## Your objective
Which lines of the data contain the string "webkit"? Copy every one of them.

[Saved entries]
________________
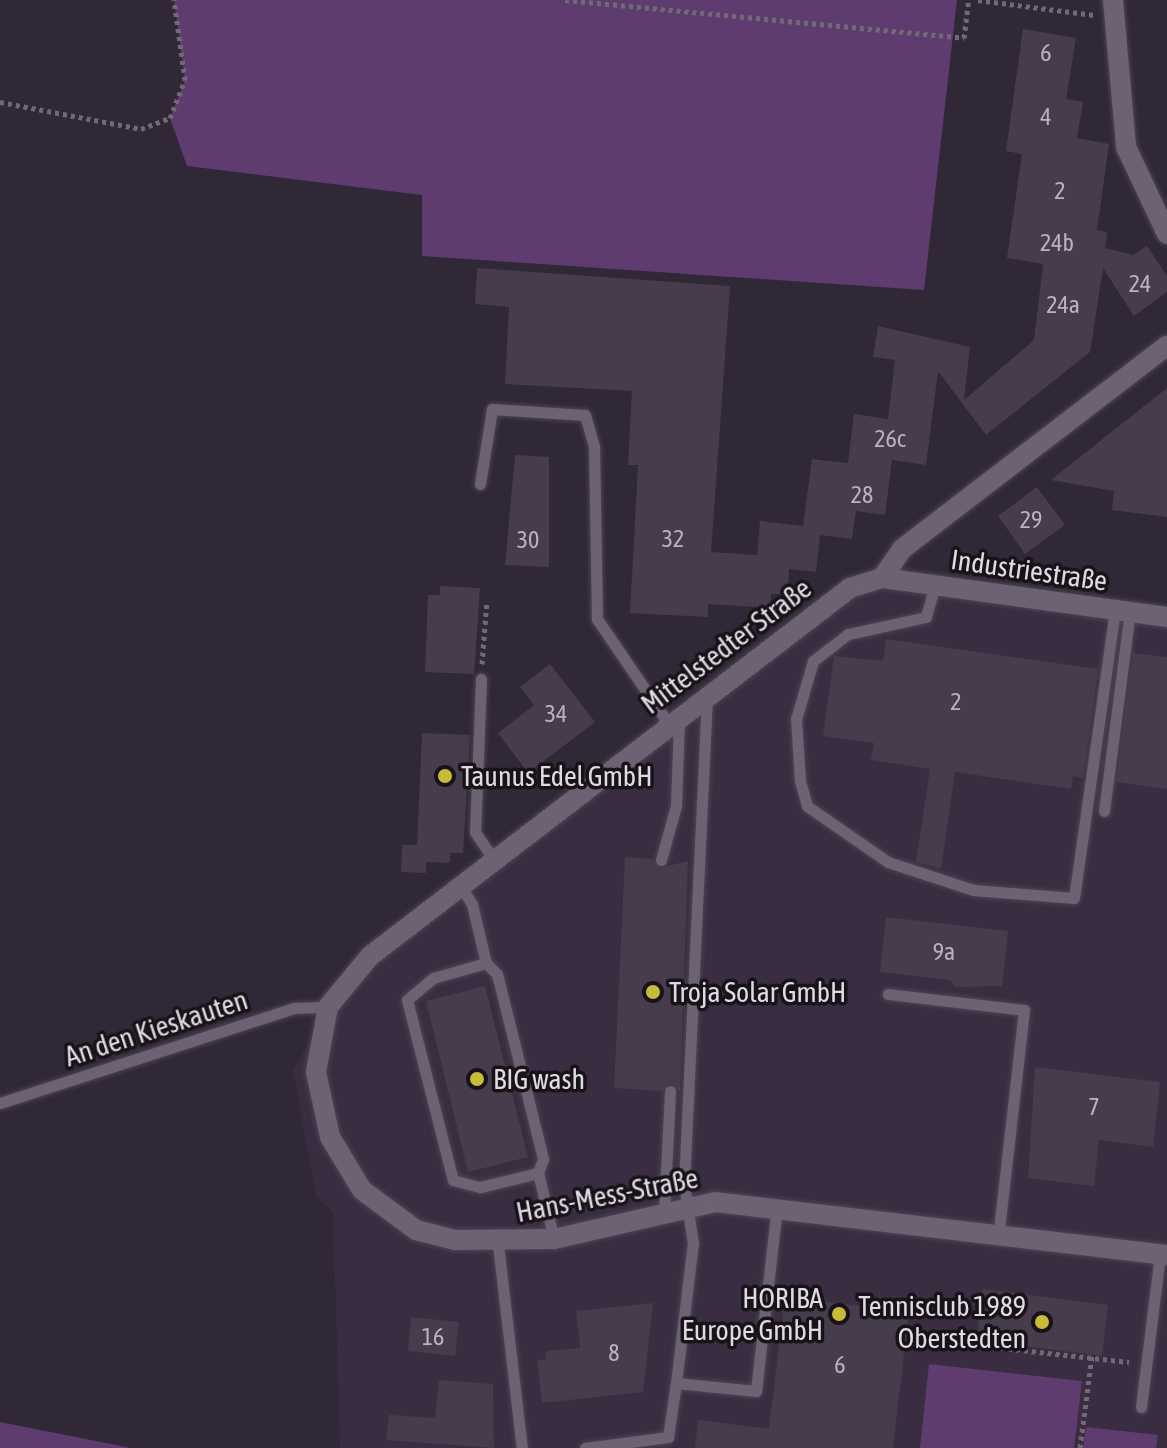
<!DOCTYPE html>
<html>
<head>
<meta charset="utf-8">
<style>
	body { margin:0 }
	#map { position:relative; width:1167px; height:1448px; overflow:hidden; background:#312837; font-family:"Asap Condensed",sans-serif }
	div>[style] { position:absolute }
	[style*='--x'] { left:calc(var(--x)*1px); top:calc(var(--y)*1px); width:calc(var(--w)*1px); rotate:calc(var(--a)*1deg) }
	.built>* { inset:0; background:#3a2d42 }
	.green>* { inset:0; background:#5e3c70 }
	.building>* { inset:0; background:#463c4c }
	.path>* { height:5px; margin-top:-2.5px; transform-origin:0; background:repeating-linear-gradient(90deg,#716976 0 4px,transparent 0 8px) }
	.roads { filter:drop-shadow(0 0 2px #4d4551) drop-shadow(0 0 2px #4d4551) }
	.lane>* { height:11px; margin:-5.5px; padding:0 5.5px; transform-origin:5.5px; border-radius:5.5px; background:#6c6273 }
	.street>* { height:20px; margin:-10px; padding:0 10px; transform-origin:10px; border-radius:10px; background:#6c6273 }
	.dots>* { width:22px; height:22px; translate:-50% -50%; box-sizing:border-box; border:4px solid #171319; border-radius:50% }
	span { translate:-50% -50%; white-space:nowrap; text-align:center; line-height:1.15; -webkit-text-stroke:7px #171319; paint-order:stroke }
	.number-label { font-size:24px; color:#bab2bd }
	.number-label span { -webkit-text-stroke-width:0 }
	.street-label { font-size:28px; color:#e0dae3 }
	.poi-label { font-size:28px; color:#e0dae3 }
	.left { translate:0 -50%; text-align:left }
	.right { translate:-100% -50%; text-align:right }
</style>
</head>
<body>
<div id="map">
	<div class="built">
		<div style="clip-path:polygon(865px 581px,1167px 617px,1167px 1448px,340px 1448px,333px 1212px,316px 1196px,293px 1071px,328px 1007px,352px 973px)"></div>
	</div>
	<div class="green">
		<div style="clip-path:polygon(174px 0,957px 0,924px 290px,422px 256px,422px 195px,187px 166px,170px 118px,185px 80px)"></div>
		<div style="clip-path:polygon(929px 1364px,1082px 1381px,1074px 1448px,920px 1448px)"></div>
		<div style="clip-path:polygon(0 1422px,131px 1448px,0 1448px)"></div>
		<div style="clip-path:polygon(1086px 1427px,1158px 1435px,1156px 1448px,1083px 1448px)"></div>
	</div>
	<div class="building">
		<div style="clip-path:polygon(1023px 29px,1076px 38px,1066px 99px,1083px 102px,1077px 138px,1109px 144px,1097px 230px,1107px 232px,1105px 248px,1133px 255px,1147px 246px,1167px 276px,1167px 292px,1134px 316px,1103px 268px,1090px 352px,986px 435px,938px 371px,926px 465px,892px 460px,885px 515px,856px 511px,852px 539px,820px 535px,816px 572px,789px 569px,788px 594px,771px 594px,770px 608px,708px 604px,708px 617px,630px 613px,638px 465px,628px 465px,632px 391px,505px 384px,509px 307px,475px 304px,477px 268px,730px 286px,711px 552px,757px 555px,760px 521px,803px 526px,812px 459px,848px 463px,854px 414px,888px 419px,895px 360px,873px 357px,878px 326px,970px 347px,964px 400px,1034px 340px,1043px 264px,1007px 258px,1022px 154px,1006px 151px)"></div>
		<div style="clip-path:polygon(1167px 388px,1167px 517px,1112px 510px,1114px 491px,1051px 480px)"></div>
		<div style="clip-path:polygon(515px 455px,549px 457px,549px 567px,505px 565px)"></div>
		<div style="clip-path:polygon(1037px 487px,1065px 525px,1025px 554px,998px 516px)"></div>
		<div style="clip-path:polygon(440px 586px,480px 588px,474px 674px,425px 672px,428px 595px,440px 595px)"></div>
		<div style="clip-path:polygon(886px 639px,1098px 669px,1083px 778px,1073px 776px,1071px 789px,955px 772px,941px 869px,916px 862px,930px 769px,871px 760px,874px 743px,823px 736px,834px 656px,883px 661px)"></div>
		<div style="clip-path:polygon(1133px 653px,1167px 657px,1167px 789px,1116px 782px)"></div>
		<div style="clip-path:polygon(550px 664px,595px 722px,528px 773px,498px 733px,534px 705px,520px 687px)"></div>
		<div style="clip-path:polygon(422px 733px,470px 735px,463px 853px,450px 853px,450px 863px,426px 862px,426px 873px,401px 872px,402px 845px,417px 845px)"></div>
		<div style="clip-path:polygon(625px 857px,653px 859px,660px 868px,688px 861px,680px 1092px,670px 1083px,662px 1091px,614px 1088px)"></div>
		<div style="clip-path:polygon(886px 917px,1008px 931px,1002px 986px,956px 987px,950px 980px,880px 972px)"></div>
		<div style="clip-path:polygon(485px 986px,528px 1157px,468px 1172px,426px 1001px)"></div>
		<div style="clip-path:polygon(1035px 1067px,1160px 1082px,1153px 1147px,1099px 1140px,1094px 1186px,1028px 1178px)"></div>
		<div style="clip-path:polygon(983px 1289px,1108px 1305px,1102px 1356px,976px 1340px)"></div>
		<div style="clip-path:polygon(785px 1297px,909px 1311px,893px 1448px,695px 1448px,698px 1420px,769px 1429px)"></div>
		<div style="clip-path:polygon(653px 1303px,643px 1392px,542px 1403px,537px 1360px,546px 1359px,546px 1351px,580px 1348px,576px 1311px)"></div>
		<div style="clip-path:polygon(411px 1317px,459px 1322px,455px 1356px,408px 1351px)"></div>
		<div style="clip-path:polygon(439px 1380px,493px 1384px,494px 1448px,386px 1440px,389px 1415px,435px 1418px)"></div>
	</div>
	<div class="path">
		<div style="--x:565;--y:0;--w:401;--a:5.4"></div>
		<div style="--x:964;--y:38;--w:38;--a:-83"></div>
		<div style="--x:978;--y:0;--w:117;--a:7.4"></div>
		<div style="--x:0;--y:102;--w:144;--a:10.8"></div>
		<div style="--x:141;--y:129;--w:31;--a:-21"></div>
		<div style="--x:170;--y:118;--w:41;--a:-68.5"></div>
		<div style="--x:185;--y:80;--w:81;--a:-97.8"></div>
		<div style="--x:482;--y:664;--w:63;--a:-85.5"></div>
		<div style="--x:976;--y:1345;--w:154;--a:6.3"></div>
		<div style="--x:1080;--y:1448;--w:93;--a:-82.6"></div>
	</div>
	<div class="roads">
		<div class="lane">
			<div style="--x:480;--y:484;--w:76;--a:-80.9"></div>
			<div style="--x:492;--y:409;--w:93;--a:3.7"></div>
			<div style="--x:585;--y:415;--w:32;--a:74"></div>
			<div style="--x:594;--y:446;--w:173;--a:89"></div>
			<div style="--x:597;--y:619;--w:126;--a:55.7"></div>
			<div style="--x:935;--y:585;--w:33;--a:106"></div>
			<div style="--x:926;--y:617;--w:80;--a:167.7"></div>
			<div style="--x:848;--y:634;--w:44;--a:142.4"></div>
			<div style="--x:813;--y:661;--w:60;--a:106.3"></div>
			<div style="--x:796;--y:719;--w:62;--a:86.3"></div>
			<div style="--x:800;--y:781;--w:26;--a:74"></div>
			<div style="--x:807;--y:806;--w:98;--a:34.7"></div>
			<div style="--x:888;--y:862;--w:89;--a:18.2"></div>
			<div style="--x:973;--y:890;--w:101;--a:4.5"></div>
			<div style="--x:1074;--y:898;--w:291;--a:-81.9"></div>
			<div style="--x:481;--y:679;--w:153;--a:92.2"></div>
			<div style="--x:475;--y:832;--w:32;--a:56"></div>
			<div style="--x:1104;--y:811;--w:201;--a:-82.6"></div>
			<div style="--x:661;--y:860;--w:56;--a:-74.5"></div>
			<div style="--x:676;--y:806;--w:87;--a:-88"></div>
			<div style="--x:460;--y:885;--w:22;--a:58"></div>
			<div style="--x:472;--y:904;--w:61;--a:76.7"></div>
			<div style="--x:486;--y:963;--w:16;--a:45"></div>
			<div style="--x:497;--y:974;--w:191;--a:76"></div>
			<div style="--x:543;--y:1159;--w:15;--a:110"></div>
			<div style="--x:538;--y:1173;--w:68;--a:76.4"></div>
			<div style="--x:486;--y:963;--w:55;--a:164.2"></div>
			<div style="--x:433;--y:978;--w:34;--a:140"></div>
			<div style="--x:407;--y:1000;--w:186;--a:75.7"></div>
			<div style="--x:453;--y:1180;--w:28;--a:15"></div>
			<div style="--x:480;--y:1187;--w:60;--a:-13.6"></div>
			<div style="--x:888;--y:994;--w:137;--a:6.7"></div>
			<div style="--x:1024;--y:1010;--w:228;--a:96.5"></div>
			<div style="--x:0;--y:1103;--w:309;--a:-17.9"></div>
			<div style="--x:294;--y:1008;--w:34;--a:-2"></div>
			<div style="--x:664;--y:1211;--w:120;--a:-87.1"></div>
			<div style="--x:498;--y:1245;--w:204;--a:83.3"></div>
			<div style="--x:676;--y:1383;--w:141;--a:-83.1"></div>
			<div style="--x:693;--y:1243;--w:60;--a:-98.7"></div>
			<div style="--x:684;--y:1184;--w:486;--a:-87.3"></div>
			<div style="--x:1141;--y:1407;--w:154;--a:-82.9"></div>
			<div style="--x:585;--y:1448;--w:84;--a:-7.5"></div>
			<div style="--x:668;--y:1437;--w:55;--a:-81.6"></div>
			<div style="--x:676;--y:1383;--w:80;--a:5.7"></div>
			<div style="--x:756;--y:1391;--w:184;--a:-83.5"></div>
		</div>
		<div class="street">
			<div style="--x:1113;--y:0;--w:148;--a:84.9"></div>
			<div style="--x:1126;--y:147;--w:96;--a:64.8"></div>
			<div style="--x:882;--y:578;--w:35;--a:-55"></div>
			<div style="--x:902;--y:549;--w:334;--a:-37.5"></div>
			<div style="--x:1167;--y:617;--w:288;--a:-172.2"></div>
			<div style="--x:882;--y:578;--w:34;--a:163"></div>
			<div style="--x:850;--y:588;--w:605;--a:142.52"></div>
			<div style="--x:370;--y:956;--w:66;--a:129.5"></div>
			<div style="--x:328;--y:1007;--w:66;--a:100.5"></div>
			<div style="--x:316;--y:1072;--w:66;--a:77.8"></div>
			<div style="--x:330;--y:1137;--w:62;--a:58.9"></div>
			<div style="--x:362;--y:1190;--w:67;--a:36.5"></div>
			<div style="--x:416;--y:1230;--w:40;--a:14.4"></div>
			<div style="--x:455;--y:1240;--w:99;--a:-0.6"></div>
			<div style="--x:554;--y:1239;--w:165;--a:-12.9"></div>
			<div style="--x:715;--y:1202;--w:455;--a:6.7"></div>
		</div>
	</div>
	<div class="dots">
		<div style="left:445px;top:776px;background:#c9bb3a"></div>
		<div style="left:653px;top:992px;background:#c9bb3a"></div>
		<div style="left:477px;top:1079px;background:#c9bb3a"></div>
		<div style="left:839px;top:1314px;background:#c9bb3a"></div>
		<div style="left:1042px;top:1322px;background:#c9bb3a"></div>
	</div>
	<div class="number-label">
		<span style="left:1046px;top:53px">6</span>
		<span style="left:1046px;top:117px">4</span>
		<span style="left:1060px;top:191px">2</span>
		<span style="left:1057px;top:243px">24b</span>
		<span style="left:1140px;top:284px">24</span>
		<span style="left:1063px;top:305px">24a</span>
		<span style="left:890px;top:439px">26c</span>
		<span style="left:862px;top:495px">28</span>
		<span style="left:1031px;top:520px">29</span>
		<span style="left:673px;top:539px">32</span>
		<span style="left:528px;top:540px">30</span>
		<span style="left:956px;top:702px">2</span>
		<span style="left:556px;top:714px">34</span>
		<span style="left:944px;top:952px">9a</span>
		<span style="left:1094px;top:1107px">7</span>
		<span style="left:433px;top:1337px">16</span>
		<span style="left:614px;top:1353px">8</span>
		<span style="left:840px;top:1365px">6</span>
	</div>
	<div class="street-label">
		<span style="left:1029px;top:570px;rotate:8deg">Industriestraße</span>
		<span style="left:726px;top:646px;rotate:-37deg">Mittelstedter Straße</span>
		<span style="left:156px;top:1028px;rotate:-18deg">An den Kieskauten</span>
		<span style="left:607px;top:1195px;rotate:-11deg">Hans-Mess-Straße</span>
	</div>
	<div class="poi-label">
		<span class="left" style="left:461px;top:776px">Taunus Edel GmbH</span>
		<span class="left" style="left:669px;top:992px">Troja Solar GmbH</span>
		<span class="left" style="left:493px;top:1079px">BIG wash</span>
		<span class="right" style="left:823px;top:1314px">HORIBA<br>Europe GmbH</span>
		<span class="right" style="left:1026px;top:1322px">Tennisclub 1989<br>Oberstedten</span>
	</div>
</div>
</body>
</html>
________________
## Solution below
	span { translate:-50% -50%; white-space:nowrap; text-align:center; line-height:1.15; -webkit-text-stroke:7px #171319; paint-order:stroke }
	.number-label span { -webkit-text-stroke-width:0 }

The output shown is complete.